*** Opening DATASET ***
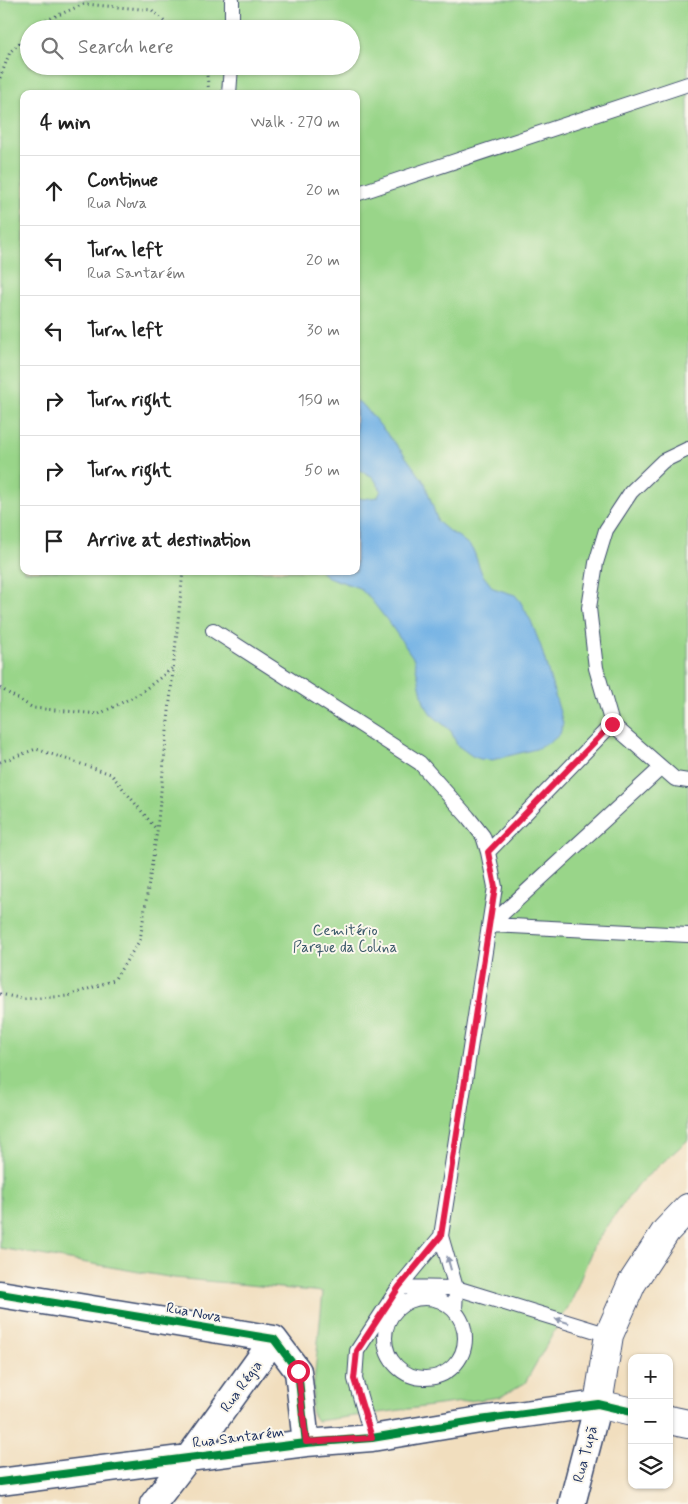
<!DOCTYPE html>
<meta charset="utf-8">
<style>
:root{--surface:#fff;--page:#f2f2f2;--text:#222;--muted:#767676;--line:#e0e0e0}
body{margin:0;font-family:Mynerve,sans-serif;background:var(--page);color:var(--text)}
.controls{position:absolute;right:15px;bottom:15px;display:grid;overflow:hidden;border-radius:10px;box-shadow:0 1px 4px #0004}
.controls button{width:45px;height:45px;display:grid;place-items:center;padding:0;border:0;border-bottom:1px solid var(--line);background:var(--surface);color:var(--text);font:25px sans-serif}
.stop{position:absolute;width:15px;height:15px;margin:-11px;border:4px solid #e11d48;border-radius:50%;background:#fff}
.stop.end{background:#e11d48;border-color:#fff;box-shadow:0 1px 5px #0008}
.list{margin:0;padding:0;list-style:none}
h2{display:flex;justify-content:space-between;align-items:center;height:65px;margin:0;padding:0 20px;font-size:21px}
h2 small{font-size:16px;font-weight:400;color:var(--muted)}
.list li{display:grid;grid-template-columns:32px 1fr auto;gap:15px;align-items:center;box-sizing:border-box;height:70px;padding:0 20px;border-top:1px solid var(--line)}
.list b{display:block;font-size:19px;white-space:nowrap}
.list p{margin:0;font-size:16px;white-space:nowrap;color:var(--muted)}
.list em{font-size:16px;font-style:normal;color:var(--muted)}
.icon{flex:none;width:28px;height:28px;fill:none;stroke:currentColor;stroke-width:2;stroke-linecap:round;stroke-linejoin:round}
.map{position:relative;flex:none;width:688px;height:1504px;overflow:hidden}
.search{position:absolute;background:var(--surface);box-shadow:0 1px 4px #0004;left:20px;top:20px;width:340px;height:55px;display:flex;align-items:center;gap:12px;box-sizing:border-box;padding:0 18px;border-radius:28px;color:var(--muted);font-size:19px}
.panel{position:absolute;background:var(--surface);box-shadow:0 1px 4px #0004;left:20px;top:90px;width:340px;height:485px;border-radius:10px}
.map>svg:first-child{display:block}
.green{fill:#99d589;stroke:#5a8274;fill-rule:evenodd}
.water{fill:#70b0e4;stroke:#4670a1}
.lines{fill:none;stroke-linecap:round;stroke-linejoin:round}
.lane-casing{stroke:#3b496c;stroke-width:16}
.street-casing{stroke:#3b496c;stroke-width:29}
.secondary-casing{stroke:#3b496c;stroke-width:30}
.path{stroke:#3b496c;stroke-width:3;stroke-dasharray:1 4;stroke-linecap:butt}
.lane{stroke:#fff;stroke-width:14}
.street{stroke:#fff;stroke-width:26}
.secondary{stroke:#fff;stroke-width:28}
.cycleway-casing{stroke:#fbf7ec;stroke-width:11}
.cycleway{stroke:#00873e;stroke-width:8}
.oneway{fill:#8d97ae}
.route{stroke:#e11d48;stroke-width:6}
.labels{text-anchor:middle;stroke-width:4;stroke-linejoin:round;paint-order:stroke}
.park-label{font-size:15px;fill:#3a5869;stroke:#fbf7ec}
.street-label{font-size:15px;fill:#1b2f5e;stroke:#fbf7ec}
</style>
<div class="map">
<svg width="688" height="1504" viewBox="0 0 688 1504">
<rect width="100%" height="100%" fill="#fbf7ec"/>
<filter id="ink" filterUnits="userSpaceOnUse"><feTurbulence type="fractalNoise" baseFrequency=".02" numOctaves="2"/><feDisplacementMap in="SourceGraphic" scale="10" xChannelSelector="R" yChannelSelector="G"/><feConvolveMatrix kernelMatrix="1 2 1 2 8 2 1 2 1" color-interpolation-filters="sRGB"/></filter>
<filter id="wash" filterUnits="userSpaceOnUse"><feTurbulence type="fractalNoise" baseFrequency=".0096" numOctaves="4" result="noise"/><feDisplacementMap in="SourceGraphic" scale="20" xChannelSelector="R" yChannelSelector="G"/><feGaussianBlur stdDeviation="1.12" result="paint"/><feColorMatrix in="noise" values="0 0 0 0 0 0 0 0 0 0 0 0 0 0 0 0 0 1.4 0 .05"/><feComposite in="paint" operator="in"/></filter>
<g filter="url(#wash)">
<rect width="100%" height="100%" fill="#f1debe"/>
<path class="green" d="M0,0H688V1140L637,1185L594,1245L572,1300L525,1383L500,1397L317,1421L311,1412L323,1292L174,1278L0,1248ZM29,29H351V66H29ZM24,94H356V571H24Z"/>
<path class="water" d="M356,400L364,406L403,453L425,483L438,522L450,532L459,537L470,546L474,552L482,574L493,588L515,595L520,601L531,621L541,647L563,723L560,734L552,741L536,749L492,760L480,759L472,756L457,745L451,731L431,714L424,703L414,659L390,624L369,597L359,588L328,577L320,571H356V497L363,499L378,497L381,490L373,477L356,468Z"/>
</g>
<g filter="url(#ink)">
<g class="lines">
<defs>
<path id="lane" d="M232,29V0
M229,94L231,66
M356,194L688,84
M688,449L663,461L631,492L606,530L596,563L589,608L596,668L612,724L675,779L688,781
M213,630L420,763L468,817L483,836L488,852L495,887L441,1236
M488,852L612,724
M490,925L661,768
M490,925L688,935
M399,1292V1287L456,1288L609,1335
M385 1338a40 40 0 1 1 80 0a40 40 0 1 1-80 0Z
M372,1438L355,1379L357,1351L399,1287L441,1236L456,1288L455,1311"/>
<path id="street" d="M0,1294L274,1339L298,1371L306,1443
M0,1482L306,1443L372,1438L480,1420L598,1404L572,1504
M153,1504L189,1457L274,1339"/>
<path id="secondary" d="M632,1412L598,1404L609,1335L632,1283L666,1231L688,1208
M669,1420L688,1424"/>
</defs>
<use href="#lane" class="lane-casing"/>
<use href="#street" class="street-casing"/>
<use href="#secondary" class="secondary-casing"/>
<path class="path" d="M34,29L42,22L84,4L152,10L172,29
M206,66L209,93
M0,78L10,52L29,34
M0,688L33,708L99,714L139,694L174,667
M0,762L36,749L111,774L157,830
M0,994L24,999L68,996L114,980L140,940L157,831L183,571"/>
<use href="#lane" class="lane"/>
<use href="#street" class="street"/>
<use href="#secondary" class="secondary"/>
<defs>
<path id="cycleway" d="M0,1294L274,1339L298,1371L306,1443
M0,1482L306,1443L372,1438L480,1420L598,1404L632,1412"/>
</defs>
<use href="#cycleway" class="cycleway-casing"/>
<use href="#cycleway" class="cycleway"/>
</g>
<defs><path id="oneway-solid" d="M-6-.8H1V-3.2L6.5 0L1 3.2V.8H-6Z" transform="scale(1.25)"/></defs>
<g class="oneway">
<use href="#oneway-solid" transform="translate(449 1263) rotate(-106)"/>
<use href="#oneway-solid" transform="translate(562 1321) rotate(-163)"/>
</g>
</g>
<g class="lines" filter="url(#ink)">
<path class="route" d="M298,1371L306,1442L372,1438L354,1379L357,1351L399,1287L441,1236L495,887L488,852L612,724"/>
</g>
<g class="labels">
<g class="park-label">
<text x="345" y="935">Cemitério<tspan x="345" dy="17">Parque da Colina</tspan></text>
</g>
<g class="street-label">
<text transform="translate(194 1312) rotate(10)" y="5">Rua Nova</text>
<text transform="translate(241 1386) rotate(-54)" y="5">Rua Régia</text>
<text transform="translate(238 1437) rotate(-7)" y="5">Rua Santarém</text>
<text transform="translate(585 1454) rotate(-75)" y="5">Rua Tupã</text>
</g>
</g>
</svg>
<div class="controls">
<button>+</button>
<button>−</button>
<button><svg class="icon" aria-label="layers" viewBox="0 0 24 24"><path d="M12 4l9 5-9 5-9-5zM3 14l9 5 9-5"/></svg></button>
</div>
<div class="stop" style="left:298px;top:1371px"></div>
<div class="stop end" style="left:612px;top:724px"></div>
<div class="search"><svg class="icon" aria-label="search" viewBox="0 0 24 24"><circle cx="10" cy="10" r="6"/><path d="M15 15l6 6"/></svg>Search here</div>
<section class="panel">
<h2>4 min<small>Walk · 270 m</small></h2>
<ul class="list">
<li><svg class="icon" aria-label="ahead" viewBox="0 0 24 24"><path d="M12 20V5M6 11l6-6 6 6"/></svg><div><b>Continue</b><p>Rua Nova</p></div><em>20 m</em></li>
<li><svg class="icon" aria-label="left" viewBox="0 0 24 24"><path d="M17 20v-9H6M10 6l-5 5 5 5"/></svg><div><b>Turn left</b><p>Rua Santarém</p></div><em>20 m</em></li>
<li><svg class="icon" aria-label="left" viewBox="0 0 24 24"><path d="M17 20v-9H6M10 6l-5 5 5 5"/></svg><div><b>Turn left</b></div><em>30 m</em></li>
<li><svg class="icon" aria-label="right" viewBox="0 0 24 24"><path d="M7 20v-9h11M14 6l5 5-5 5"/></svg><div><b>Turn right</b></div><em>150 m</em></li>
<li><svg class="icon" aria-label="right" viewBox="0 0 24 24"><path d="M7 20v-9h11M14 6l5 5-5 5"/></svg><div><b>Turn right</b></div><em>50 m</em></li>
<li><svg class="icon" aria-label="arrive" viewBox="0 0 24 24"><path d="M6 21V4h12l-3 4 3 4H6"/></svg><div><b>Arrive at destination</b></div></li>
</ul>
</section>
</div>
*** Closing DATASET ***
BRIEF – Where a line of the listing holds the string "nowrap", copy that line.

TASK SOLUTION –
.list b{display:block;font-size:19px;white-space:nowrap}
.list p{margin:0;font-size:16px;white-space:nowrap;color:var(--muted)}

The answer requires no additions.